About 64,000 species of trees are already known. Another 9,000 still grow incognito in forests around the world, according to a study published earlier this year in the journal Proceedings of the National Academy of Sciences, which involved scientists from the International Institute for Applied Systems Analysis (IIASA) in Laxenburg near Vienna.
In the current study, which was also published in the journal “Proceedings of the National Academy of Sciences”, a team led by Jens-Christian Svenning from Aarhus University, which also included Peter Hietz from BOKU, analyzed the database with 46,752 trees. species and calculate their geographical distribution (in grid cells of 110 kilometers). They combined this with a global map showing how intensely human activities affect nature, as well as information on more than 200,000 protected areas around the world.
Only 17 percent stress-free
According to an estimate, 50.2 percent of the distribution area of certain tree species is located in landscapes without protection. A total of 6,377 (13.6 percent) with very limited distribution are completely unprotected. On average, 14.8 percent of the studied tree species are exposed to high or very high human pressure, 68.5 percent are under moderate pressure – a total of about 83 percent. Only 17 percent of species are not stressed by human activity.
The researchers emphasize that this data can now be used to calculate where it is most important to preserve or restore natural areas in order to effectively protect biodiversity. They also calculated the most suitable locations for potential protected areas to preserve diversity.
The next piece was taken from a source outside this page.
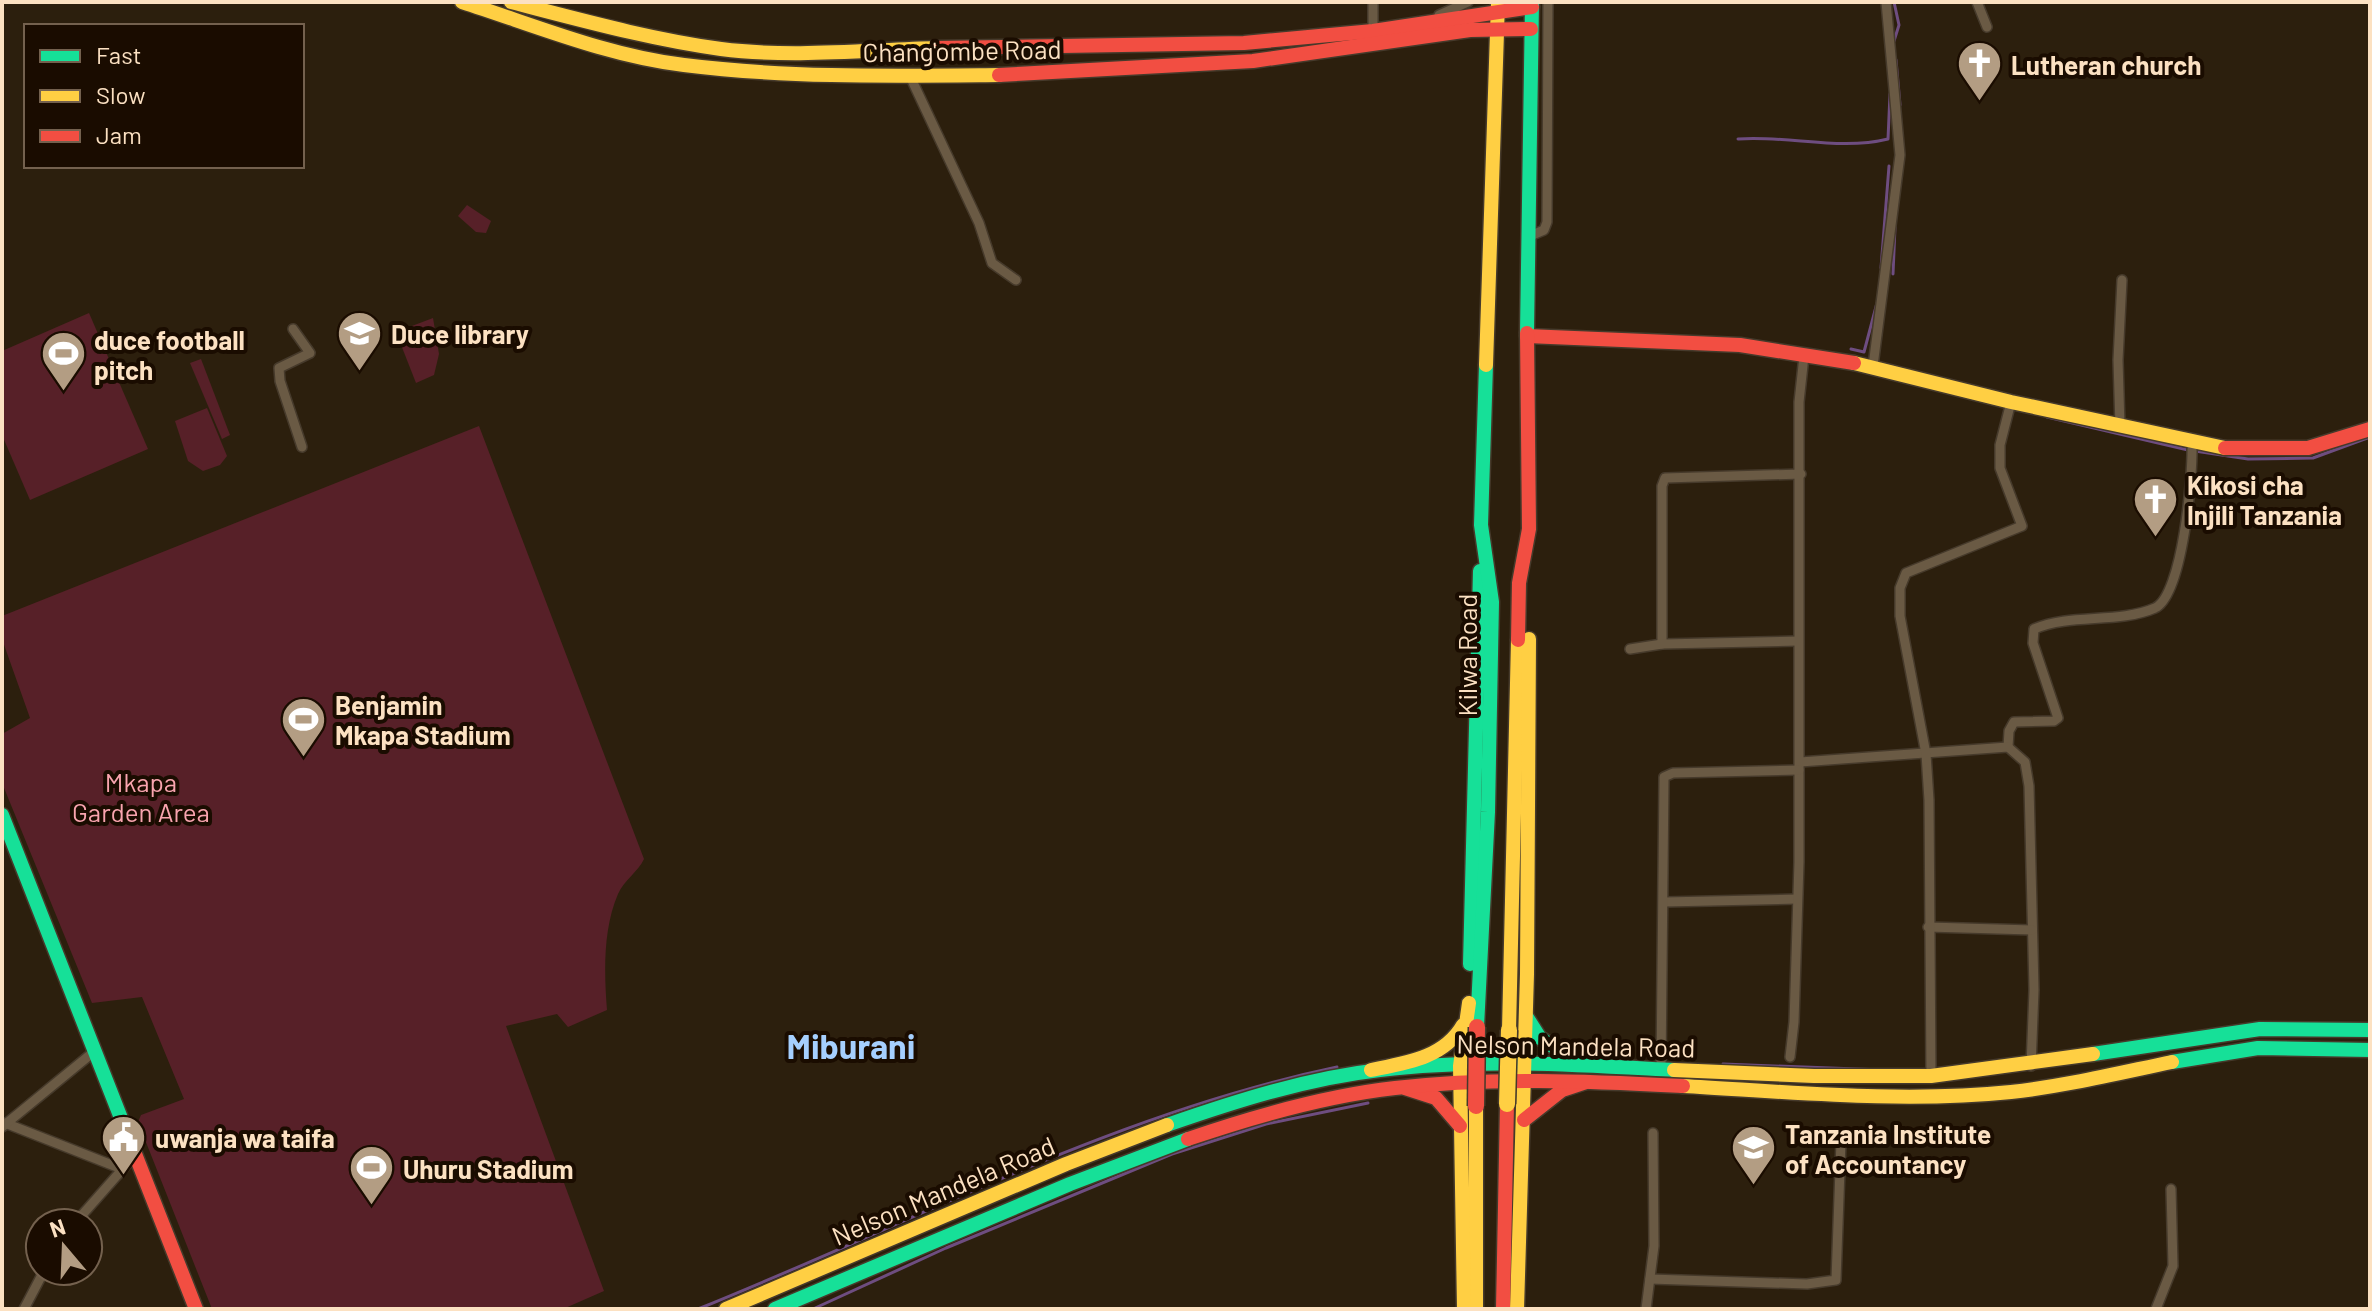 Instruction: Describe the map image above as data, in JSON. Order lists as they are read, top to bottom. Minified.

Preserve functional diversity
“We did this not only with regard to the number of species, but also their evolutionary and functional differences, i.e. we distinguished three categories of biodiversity”, emphasized Peter Hietz from the Department of Integrative Biology and Biodiversity Research at the University of Natural Resources and Life Sciences ( BOKU) Vienna. It is not only about protecting individual species, but also about protecting functional and phylogenetic diversity.
“Ten species of trees that all have very similar properties are ten different species, but the diversity of their functions, such as how they respond to the environment and what adaptation mechanisms they have, is relatively low,” says Hietz. On the other hand, in view of global changes, the advantage is the greatest possible functional diversity with many different functions and strategies.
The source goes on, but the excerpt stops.